Is 15 Interest Rate High for a Credit Card?

Introduction
Determining whether a 15% interest rate is high for a credit card requires looking at the current financial landscape rather than historical numbers. While a 15% Annual Percentage Rate (APR) might have seemed standard a decade ago, it is now considered significantly lower than the national average. Most credit card holders today see rates hovering between 20% and 25%, making a 15% rate a competitive option for many borrowers. MoneyAtlas helps consumers navigate these figures by providing side by side comparisons of current market offers and expert breakdowns of fee structures. This article explores how a 15% rate compares to the broader market, how interest costs are calculated, and what factors influence the rate a lender offers. If you want a broader starting point, begin with our best credit cards comparison.
Benchmarking Credit Card Interest Rates
To understand if 15% is high, it helps to look at the current averages across the United States. Credit card interest rates are not static. They shift based on the federal prime rate and the specific risks associated with different types of cards. For a deeper breakdown of how APR works, see what APR stands for on a credit card.
The National Average
As of recent data, the average credit card APR for accounts that carry a balance is often over 22%. For new card offers, the average can be even higher, sometimes approaching 24% or 25%. In this context, a 15% rate is objectively low. It represents a significant discount compared to what the average consumer is paying on their revolving debt.
Rates by Card Category
Different types of cards come with different interest rate expectations. A 15% rate might be common for one type of card but nearly impossible to find for another.
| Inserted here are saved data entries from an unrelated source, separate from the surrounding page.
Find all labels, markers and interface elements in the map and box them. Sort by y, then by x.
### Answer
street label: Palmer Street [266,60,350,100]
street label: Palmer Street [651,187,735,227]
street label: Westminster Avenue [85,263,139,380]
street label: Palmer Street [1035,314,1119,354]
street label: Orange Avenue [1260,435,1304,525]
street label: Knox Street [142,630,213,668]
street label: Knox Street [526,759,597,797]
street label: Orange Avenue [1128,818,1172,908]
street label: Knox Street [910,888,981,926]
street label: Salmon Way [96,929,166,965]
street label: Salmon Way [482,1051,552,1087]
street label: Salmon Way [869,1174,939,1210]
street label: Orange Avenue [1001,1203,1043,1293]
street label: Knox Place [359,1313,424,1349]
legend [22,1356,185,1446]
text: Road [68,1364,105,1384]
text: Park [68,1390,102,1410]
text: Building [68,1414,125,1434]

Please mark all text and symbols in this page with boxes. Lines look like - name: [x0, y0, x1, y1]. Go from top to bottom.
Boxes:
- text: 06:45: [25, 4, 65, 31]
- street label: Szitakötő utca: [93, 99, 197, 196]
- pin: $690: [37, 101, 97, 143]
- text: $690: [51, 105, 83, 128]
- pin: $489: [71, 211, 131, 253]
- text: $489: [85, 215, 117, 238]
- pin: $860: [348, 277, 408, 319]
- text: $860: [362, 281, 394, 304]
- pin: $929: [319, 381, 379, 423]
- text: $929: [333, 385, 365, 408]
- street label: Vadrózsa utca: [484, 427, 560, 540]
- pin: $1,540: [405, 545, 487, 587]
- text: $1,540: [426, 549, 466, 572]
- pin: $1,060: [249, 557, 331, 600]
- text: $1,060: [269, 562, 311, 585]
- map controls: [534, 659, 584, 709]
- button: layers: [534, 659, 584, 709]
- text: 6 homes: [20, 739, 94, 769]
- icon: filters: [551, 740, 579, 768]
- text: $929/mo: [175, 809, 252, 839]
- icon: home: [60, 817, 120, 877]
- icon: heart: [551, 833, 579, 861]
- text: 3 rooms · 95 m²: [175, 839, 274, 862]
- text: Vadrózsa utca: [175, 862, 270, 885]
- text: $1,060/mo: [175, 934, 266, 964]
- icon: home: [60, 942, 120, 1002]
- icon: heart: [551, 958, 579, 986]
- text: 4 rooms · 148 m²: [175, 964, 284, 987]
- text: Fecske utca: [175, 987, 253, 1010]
- Rewards Cards: These cards offer points, miles, or cash back. Because these perks cost the issuer money, rewards cards typically have higher APRs, often ranging from 20% to 29%. If you are weighing perks against borrowing costs, our cash back credit card comparison can help.
- Retail and Store Cards: These cards are known for high interest rates, frequently exceeding 28% or even 30%.
- Low Interest/Non-Rewards Cards: These cards are designed specifically for people who might carry a balance. They often feature rates in the 12% to 18% range.
- Credit Union Cards: Federal credit unions have a legal interest rate cap of 18% on most loans, including credit cards. Finding a 15% rate is much more likely at a credit union than at a major national bank.
The Impact of the Prime Rate
Most credit cards have variable interest rates. This means the APR is tied to an index, usually the U.S. Prime Rate. When the Federal Reserve raises or lowers interest rates, the Prime Rate moves accordingly. Your credit card rate is usually the Prime Rate plus a margin determined by the bank. If the Prime Rate is 8.5% and your margin is 6.5%, your APR is 15%. If the Prime Rate rises, your 15% rate will likely rise with it.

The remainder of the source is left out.